__Assignment__
In the data below, how many lines contain the string "rows"? Reply with the number only.

__Record excerpts__
------------------------------------------------

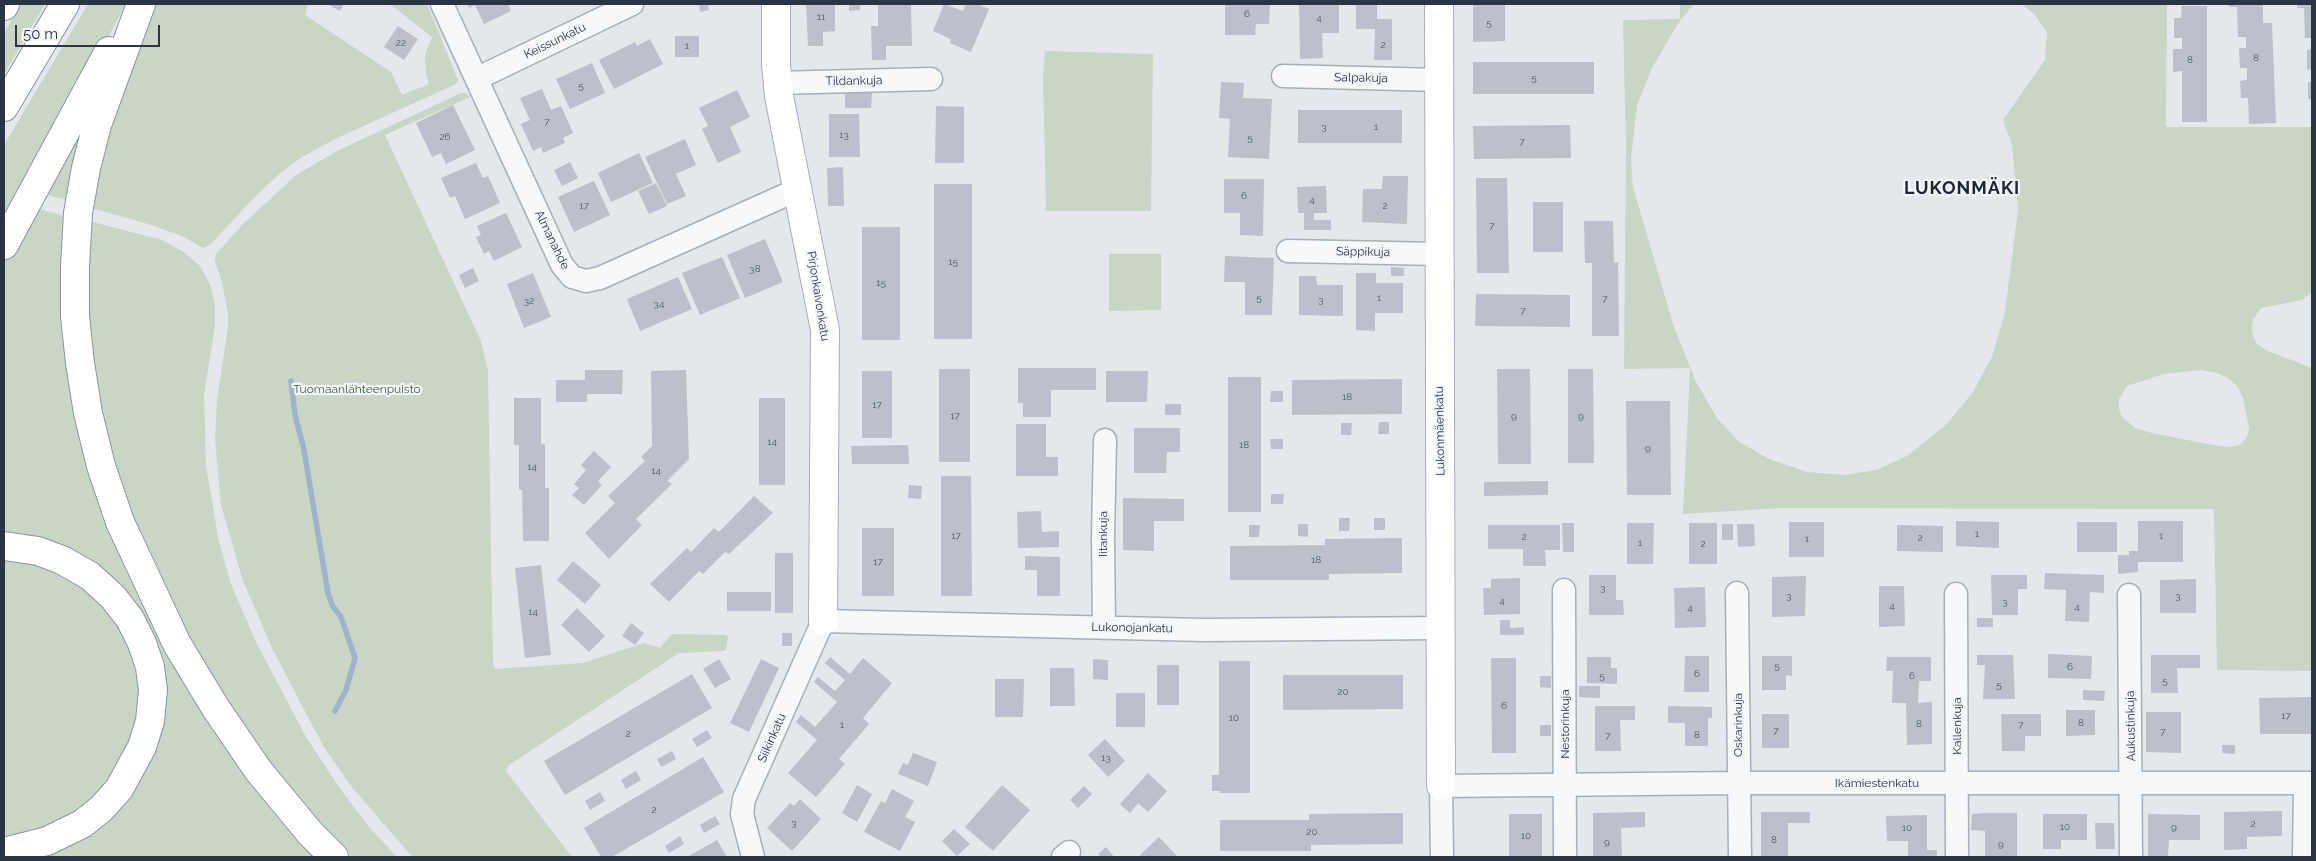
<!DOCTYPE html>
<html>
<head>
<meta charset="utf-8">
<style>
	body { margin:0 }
	#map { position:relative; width:2316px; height:861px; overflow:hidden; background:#e4e7ec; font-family:Raleway,sans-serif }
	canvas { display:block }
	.frame { position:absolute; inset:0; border:5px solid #2b3445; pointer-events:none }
	.scale { position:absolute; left:15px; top:25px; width:145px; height:22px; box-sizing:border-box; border:2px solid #2b3445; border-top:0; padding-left:6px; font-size:15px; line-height:18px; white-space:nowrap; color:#2b3445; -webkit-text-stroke:4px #f4f6f9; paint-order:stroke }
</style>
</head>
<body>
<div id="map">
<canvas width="2316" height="861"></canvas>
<div class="frame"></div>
<div class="scale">50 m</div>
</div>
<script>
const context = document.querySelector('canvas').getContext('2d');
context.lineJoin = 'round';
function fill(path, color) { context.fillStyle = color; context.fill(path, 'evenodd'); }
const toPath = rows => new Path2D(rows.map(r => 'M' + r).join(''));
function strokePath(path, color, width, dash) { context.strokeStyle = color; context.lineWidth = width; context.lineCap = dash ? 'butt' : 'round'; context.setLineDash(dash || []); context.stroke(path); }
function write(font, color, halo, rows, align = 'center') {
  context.font = font + ' Raleway,sans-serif'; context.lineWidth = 4.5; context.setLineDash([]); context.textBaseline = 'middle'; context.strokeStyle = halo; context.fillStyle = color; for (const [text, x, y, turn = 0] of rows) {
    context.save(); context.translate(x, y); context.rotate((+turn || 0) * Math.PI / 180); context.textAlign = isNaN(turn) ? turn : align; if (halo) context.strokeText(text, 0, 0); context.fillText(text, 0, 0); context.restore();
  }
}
fill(toPath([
	[21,4,45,4,4,74,4,33],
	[88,4,126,4,4,228,4,145],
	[154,4,308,4,305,15,391,72,402,95,429,84,426,73,425,55,432,37,390,4,427,4,458,80,456,84,335,139,302,157,279,174,251,201,210,245,203,248,182,236,148,224,88,207,97,155],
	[1680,4,1694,4,1679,22,1653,66,1637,105,1631,159,1633,187,1673,324,1696,382,1717,418,1738,441,1769,459,1807,472,1845,475,1876,470,1907,456,1946,425,1973,392,1992,357,2005,312,2018,209,2012,145,2003,120,2045,60,2047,32,2034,14,2022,4,2167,4,2166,127,2312,127,2312,292,2302,300,2261,308,2253,320,2252,328,2253,336,2257,344,2268,351,2312,368,2312,671,2217,670,2214,509,1782,508,1683,514,1690,368,1624,369,1626,147,1623,20,1680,19],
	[2201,370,2217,373,2228,378,2237,386,2243,398,2249,428,2247,437,2240,445,2229,447,2213,445,2152,433,2135,428,2122,417,2119,409,2119,399,2127,386,2164,374],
	[1045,51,1153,54,1151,211,1046,211,1043,77],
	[461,93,466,93,470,97,385,135,481,341,488,371,493,664,495,669,583,663,644,643,660,648,672,634,675,634,726,635,728,637,726,650,723,651,679,653,509,765,506,771,572,857,413,857,407,851,351,786,324,747,299,700,272,648,243,581,221,505,215,439,217,399,228,328,228,314,222,282,215,261,216,254,242,225,296,175,339,150],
	[82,127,66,200,39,193],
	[32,207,65,216,61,279,63,340,75,412,123,553,321,857,36,857,132,792,149,763,160,731,149,631,4,535,4,261],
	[85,220,162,240,184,252,200,266,210,284,215,304,215,326,204,395,206,466,219,542,231,584,256,642,306,737,341,790,369,827,397,857,352,857,301,802,261,754,211,677,167,597,117,482,89,374],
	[1109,254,1161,254,1161,310,1109,311],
	[4,557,40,562,83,583,123,627,141,676,138,734,110,786,61,826,4,843]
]), '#c9d6c5');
strokePath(toPath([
	[291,381,295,415,304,450,328,593,332,605,341,617,355,658,346,690,335,711]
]), '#9fb4cc', 5.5);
fill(toPath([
	[327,4,344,4,340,11],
	[467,4,508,4,511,11,484,24,475,5,469,8],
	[699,4,708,4,709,10,700,12],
	[806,4,835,4,835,31,823,32,823,46,808,46],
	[849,4,860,4,860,10,849,11],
	[878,4,911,4,912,46,886,46,886,60,872,60,871,26,878,26],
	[944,4,963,11,966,4,977,4,989,9,971,52,950,43,951,39,933,31],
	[1225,4,1270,4,1269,24,1256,24,1255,35,1225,35],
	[1299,4,1339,4,1339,33,1322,33,1323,58,1300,59],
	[1356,4,1377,4,1377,19,1392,19,1392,60,1374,60,1375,29,1356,29],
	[1473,4,1505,4,1505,41,1473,42],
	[2229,4,2263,4,2263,23,2272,23,2276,123,2249,124,2248,98,2241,98,2240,81,2247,80,2247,68,2240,68,2239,48,2246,48,2246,37,2238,37,2237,7,2229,7],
	[2297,4,2312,4,2312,38,2305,38,2304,8,2297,8],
	[2182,6,2207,6,2207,122,2182,122,2182,71,2173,72,2173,49,2182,49,2182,38,2174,38,2174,18,2181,18],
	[398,26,418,39,404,60,384,47],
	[675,36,699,36,699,57,675,57],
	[650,39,663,64,614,89,599,60,635,42,637,46],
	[2312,49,2312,69,2307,70,2307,50],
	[1473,62,1594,62,1594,94,1473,94],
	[592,63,605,93,570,109,556,79],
	[1221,82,1244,83,1243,98,1272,99,1269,159,1228,157,1230,119,1219,118],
	[2308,82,2312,82,2312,99,2308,99],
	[542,89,551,110,561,106,573,133,563,138,565,143,543,153,541,147,533,151,521,124,530,120,520,98],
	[737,90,750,117,730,127,741,152,718,163,702,129,708,126,699,108],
	[845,91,872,92,871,108,845,108],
	[453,105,475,150,446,164,441,153,432,157,416,123],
	[936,106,964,107,964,163,935,163],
	[1298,110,1402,110,1402,143,1298,143],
	[829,114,859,114,860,157,829,157],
	[1570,125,1571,158,1474,159,1473,126],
	[685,139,696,165,676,174,686,196,667,204,645,157],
	[639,153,653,183,611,202,598,173],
	[570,162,578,178,562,186,554,170],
	[476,163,483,178,488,176,500,203,465,219,455,196,450,198,441,178],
	[843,167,844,206,828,206,827,168],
	[1383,176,1408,176,1407,224,1362,222,1363,189,1382,189],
	[1476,178,1507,178,1509,273,1477,273],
	[1224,179,1264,179,1263,236,1240,235,1240,213,1224,213],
	[594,181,610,215,574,232,558,197],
	[656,183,667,206,649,214,638,191],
	[934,184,972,184,972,339,934,339],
	[1326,186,1327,213,1314,213,1314,220,1331,220,1331,230,1304,230,1304,213,1298,213,1297,187],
	[1533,202,1563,202,1563,252,1533,252],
	[506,213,522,247,494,261,489,251,484,254,476,237,481,235,477,226],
	[1584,221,1613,221,1614,263,1618,262,1619,336,1592,336,1592,263,1585,263],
	[862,227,900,227,900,340,862,340],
	[765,239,783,282,745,298,727,255],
	[1225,256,1274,258,1272,315,1245,315,1245,282,1224,282],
	[722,257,740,298,700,315,682,273],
	[1391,267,1404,268,1404,276,1391,276],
	[473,268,479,281,465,288,459,275],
	[533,273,551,317,524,328,507,284],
	[1356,273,1376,273,1376,283,1403,283,1403,313,1375,313,1375,331,1356,330],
	[1299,276,1316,276,1317,285,1343,285,1343,316,1299,315],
	[678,277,692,309,640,331,627,299],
	[1476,294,1570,295,1570,327,1475,326],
	[1018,368,1096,368,1096,390,1051,390,1051,417,1023,417,1023,403,1018,403],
	[939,369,970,369,970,462,939,462],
	[1497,369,1530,369,1531,464,1498,464],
	[1568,369,1593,369,1594,463,1568,463],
	[585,370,623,370,622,394,587,394,587,402,556,402,556,380,585,380],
	[686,370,689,459,667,481,672,484,636,519,642,525,609,559,585,533,615,503,608,496,645,461,641,457,652,446,651,371],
	[862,371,892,371,892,438,862,438],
	[1106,371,1148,371,1147,402,1106,402],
	[1228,377,1261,377,1261,512,1228,512],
	[1402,379,1402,414,1292,415,1292,380],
	[1271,391,1283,391,1283,402,1270,402],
	[514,398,541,398,541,444,545,444,545,488,549,488,549,541,523,541,522,490,519,490,519,445,514,445],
	[759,398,785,398,785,485,759,485],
	[1626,401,1670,401,1671,495,1627,495],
	[1165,404,1181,404,1181,415,1165,415],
	[1379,422,1389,422,1389,434,1378,434],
	[1341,423,1352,423,1351,435,1341,435],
	[1016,424,1046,424,1046,457,1058,457,1058,476,1016,476],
	[1134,428,1180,428,1180,452,1167,452,1166,473,1134,473],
	[1270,439,1283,439,1283,449,1271,449],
	[908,445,909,464,852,464,851,446],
	[594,451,611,467,598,481,602,485,584,505,572,495,579,488,574,484,586,470,581,465],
	[941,476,971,476,972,596,941,596],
	[1548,481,1548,495,1484,496,1484,482],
	[909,485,922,486,921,499,908,498],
	[1271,494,1284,494,1283,504,1271,504],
	[754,496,773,513,729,554,725,552,703,574,699,571,669,602,650,584,687,548,691,552,714,528,719,532],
	[1123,498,1184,499,1184,521,1154,521,1154,551,1123,550],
	[1041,511,1042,532,1059,531,1059,547,1018,548,1017,512],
	[1339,518,1350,518,1349,531,1339,531],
	[1374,518,1385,518,1385,530,1374,530],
	[1956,521,1999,522,1999,548,1956,546],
	[2138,521,2183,521,2183,562,2138,562,2138,572,2118,574,2118,555,2129,555,2129,551,2138,551],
	[1789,522,1824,522,1824,557,1789,557],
	[2077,522,2117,522,2117,552,2077,552],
	[1562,523,1574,523,1574,552,1563,552],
	[1627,523,1654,523,1653,564,1627,564],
	[1689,523,1717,523,1717,564,1689,564],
	[1298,524,1308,524,1308,537,1298,536],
	[1722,524,1733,524,1733,540,1722,540],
	[1737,524,1754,524,1755,546,1738,547],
	[1249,525,1260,525,1259,537,1249,537],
	[1488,525,1560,525,1560,550,1545,550,1546,566,1523,566,1523,549,1488,549],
	[1897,525,1943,526,1943,552,1897,551],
	[862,528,894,528,894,596,862,596],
	[1402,538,1402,573,1329,574,1329,580,1230,580,1230,546,1325,545,1325,539],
	[775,553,793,553,793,613,775,613],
	[1025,556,1060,557,1060,596,1037,596,1037,570,1025,570],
	[573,561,601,585,585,604,557,580],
	[541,565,551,655,525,658,515,568],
	[2045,573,2104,575,2104,593,2090,592,2089,622,2065,621,2066,590,2044,589],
	[1589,575,1616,575,1616,600,1623,600,1624,615,1589,615],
	[1991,575,2027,575,2027,589,2018,589,2018,615,1992,615],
	[1806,576,1805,616,1772,617,1772,577],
	[1520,578,1520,614,1484,615,1483,588,1491,588,1491,579],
	[2196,579,2196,613,2160,613,2160,580],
	[1879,586,1904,586,1905,626,1879,627],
	[1705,587,1706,627,1675,628,1674,588],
	[727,592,771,592,771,611,727,611],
	[577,608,605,636,589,652,561,625],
	[1977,618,1993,618,1993,627,1977,627],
	[1500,620,1510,620,1510,628,1524,627,1524,635,1500,635],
	[631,623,644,633,635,645,622,636],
	[782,633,792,633,792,646,782,646],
	[2048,654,2092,656,2091,679,2048,678],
	[1977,655,2013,655,2015,699,1983,699,1985,665,1977,665],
	[2151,655,2200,655,2200,668,2177,668,2178,693,2151,693],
	[1685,656,1709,656,1709,692,1684,692],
	[1762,656,1792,656,1792,676,1786,675,1786,690,1762,690],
	[830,657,850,674,863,658,892,683,863,718,869,724,839,759,845,764,816,797,788,773,817,740,796,722,801,715,815,727,837,702,814,682,818,677,835,691,845,680,825,663],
	[1587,657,1611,657,1611,668,1617,668,1617,684,1587,683],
	[1887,657,1931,657,1931,681,1919,681,1918,703,1932,702,1932,744,1907,745,1906,703,1892,703,1893,671,1886,671],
	[1491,658,1516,658,1516,753,1492,753],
	[719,659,731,679,715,688,703,669],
	[761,659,779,668,749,732,730,723],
	[1093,659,1108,660,1108,680,1093,679],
	[1219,661,1250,661,1250,793,1220,793,1220,791,1212,791,1212,775,1219,775],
	[1157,665,1179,665,1179,705,1157,705],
	[1050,668,1074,668,1075,706,1050,706],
	[692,674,712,708,565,795,544,761],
	[1283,675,1403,675,1403,709,1283,710],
	[1540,676,1551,676,1551,688,1540,687],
	[995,679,1024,679,1023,717,995,717],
	[1579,686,1600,686,1600,698,1579,697],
	[2083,690,2105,691,2104,701,2083,700],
	[1116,693,1145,693,1145,727,1116,727],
	[2312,697,2312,734,2260,734,2259,698],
	[1595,706,1635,706,1635,720,1620,720,1621,751,1595,751],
	[1668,706,1712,707,1712,718,1708,718,1708,746,1685,746,1685,723,1668,723],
	[2066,710,2095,710,2095,735,2066,736],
	[2146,712,2181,712,2181,753,2146,752],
	[1762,714,1789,714,1789,748,1762,748],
	[2001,714,2041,714,2041,736,2025,736,2025,751,2002,751],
	[1540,725,1551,725,1551,736,1540,736],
	[707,730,712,738,697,747,692,739],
	[1105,739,1125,761,1108,777,1088,755],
	[2222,745,2235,745,2235,754,2222,753],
	[672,751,676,759,661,767,657,759],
	[913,753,937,762,928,786,898,774,903,763,908,765],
	[703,757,724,792,612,857,601,857,584,828],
	[636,771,641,780,626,789,621,780],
	[1148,773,1167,791,1148,812,1138,803,1130,813,1120,804],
	[857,785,872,794,857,822,842,813],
	[1002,785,1030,810,993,851,965,827],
	[1084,786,1092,794,1078,808,1070,800],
	[892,789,914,801,905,817,915,822,900,851,864,832,881,801,885,803],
	[600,792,605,801,590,810,585,801],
	[800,799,821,819,792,851,767,828,790,803,794,806],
	[2282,811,2282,836,2247,837,2247,849,2224,850,2224,812],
	[1645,812,1645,827,1621,828,1622,857,1593,857,1593,813],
	[1761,812,1810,812,1810,823,1788,823,1788,856,1761,856],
	[1403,813,1403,844,1311,845,1311,851,1220,851,1220,820,1309,820,1309,814],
	[1985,813,2017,813,2017,857,1985,857,1985,831,1971,830,1972,814],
	[1509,814,1542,814,1542,857,1509,857],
	[2043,814,2087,814,2087,840,2061,840,2061,849,2043,849],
	[2148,814,2200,815,2200,840,2169,840,2168,857,2148,857],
	[1927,815,1927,850,1937,850,1937,857,1908,857,1908,841,1887,841,1886,816],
	[715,816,720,824,704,833,700,825],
	[2095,823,2114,823,2115,849,2096,849],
	[954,829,970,844,957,856,942,841],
	[680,836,684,844,669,853,665,846],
	[1159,837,1178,857,1142,857,1140,855],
	[717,840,727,857,687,857],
	[1106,847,1114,857,1101,857,1098,854]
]), '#bbc0ca');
const street = toPath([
	[442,4,562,265,572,277,586,281,600,278,799,189],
	[1283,76,1439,80],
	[478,78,632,4],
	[777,83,931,79],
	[1288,251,1439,254],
	[1564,590,1565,857],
	[1737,593,1740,857],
	[1956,594,1957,857],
	[2129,595,2131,857],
	[1104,628,1103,537,1105,440],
	[753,857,742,814,744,799,823,621,1203,630,1441,628],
	[1063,857,1069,852],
	[1442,857,1441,786,1740,783,2312,783],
	[2304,857,2305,783]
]);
const secondary = toPath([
	[776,4,776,64,779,96,825,330,823,621],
	[1439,4,1441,786]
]);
const highway = toPath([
	[141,4,97,125,86,168,78,213,75,267,75,316,80,363,88,413,101,466,120,522,177,644,215,707,258,770,310,833,334,857],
	[4,6,5,4],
	[4,107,65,4],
	[4,245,109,51],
	[4,546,38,551,62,560,90,576,113,597,130,619,142,643,150,667,153,690,150,721,142,747,119,789,101,809,82,824,47,841,4,852]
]);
strokePath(street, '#a9aeb7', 25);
strokePath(secondary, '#a9aeb7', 30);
strokePath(highway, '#8b94a3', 30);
strokePath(street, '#f7f8fa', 22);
strokePath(secondary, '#fff', 28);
strokePath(highway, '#fff', 28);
write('10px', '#4f5766', null, [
	["6",1247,14],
	["11",821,17],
	["4",1319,18],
	["5",1489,23],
	["22",401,43],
	["2",1383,45],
	["1",687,46],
	["8",2256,58],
	["8",2190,60],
	["5",1534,78],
	["5",581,86],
	["7",547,122],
	["3",1324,127],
	["1",1376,127],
	["13",844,135],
	["26",445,137],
	["5",1250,138],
	["7",1522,142],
	["6",1244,196],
	["4",1312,200],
	["17",584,206],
	["2",1385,206],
	["7",1492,226],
	["15",953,262],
	["38",755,269],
	["15",881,283],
	["5",1259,298],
	["1",1379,298],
	["7",1605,299],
	["3",1321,300],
	["32",529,301],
	["34",659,304],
	["7",1523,311],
	["18",1347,397],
	["17",877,405],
	["17",955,416],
	["9",1514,416],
	["9",1581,416],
	["14",772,442],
	["18",1244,445],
	["9",1648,448],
	["14",532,467],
	["14",656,471],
	["1",1977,534],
	["17",956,536],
	["1",2161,536],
	["2",1524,537],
	["2",1920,538],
	["1",1807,539],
	["1",1640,543],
	["2",1703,544],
	["18",1316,560],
	["17",878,562],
	["3",1603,588],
	["3",1789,596],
	["3",2178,596],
	["4",1502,601],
	["3",2005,602],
	["4",1892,606],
	["4",2077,607],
	["4",1690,608],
	["14",533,612],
	["5",1777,666],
	["6",2070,667],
	["6",1697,674],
	["5",1602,676],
	["6",1912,676],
	["5",2165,681],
	["5",1999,685],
	["20",1343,692],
	["6",1504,706],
	["17",2286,716],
	["10",1234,718],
	["8",2081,723],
	["8",1919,724],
	["1",842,725],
	["7",2021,725],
	["7",1776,731],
	["7",2163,732],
	["2",628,734],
	["8",1697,735],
	["7",1608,736],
	["13",1106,758],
	["2",654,810],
	["3",794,823],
	["2",2253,824],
	["10",2065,827],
	["9",2174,827],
	["10",1907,828],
	["20",1312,832],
	["10",1526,836],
	["8",1774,840],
	["9",1607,842],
	["9",2001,844]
]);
write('12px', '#2b3445', '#f4f6f9', [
	["Keissunkatu",555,41,-26],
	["Salpakuja",1361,78,1],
	["Tildankuja",854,81,-1],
	["Almanahde",552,240,64],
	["Säppikuja",1363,252,1],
	["Pirjonkaivonkatu",818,296,81],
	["Lukonmäenkatu",1440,431,-91],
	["Iitankuja",1103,534,-90],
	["Lukonojankatu",1132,628,1],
	["Nestorinkuja",1565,724,-90],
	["Oskarinkuja",1738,725,-90],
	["Kallenkuja",1957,726,-90],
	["Aukustinkuja",2131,726,-91],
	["Siikinkatu",772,738,-66],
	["Ikämiestenkatu",1877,783]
]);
write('12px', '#3f6138', '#f4f6f9', [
	["Tuomaanlähteenpuisto",357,389]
]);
context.letterSpacing = '1px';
write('bold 18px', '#1d2536', '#f4f6f9', [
	["LUKONMÄKI",1962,189]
]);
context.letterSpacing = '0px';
</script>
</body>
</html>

------------------------------------------------

__Exercise response__
3